I don't think the main point is that college calculus is better than high school calculus (though sometimes this is true). I think the main point was that in the push to take calculus earlier and earlier, many students are not getting their foundational math as solid as they ought to be. In other words, more time needs to be spent on a deeper dive of algebra, geo, and trig in order to really do well at higher level math. Some students are ready for calc by 11th grade, but most are not but are being rushed into it. Students who are gifted at math can also benefit from diving deeper into topics rather than rushing to the next course, but that's not how most schools do things. My kid once remarked that the prealgebra course she took from art of problem solving was more challenging than the algebra II course she took at her school.
Anonymous
Anonymous wrote:
Anonymous wrote:
Anonymous wrote:
Anonymous wrote:
Anonymous wrote:I think we are wasting too much time arguing with one mom who wants to flex and start an irrelevant public vs private school debate.

My DD is transitioning from a MD public school to a private school in 9th. She is pretty math-oriented and does mathcounts, math club, etc. I know what a lot of her peers are up to at both private and public school, which appears to be similar.

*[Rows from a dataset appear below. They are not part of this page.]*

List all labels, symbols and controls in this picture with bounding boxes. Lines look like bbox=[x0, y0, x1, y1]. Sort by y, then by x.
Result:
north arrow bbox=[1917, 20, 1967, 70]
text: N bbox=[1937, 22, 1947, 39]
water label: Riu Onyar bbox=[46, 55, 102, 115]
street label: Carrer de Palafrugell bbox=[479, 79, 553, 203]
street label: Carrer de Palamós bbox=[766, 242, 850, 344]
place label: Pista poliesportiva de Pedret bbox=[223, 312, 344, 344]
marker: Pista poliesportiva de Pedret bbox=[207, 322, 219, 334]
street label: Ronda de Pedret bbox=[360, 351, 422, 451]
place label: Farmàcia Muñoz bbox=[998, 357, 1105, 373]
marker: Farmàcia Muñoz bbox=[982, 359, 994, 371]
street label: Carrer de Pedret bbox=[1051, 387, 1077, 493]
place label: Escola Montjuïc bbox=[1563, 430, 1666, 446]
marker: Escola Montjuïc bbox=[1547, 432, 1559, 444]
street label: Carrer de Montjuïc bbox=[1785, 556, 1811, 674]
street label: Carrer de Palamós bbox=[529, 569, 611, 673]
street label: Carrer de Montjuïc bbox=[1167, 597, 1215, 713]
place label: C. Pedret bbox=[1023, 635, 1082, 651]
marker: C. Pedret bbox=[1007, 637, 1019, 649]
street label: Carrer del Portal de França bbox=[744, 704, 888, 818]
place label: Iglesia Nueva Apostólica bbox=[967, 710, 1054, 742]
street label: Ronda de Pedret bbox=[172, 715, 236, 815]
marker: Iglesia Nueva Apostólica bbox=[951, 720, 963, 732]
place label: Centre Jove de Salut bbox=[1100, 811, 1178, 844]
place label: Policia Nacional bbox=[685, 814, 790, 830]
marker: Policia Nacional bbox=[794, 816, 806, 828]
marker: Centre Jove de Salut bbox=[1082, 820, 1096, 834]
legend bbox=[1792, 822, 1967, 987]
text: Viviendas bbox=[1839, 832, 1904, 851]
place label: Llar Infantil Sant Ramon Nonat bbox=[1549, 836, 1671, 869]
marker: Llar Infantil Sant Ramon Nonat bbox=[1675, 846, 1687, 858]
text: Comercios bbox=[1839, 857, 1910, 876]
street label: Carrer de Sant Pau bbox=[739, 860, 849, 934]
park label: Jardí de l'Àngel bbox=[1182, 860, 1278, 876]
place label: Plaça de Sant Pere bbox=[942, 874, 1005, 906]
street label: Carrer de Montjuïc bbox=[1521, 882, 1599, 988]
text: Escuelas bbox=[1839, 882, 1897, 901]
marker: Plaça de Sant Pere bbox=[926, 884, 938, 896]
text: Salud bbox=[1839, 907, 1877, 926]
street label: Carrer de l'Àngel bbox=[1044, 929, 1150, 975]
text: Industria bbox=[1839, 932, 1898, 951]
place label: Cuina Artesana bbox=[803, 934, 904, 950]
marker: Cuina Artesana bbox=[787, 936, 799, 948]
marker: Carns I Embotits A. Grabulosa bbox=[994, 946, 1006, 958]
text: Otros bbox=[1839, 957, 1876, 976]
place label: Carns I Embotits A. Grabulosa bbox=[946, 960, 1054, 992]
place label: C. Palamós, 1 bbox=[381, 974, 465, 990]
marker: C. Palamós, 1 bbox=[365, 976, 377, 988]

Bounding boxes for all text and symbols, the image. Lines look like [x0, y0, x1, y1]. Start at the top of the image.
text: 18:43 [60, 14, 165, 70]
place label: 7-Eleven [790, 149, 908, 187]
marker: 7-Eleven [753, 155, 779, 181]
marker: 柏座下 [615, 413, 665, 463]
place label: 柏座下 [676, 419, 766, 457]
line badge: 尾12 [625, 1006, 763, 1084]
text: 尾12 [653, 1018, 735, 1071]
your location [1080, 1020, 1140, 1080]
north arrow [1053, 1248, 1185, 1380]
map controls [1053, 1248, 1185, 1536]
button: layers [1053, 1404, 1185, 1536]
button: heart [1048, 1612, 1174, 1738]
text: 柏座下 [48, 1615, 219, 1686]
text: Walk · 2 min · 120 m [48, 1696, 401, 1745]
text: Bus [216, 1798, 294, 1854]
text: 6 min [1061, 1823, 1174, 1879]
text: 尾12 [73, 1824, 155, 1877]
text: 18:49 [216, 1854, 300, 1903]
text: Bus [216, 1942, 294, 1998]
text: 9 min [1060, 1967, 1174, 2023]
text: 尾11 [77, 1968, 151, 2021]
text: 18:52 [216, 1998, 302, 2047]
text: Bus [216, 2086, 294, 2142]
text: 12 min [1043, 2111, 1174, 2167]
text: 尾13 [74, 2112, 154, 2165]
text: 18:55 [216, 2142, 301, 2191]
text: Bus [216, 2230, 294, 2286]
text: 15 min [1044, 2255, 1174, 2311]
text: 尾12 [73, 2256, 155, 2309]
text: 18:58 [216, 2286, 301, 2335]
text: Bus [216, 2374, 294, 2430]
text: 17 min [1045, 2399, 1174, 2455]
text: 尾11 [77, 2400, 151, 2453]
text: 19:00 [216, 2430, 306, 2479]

There is the standard track:
8th grade algebra I
9th grade geometry
10th grade algebra II
11th grade precalc
12th grade calc

There is a honors/GT/advanced track:
8th grade geometry
9th grade algebra II
10th grade precalc
11th grade calc

And of course, there are always some kids who are ahead of this schedule. And there are some private schools which like to do algebra I as the normal 9th grade math class. My impression is that this is more common in Catholic schools which like to pride themselves on tradition and old fashioned rigor, but I could be wrong.

Schools and districts seem to vary on whether they have kids jump right into calc BC from precalc, or whether they make kids take calc AB before taking calc BC.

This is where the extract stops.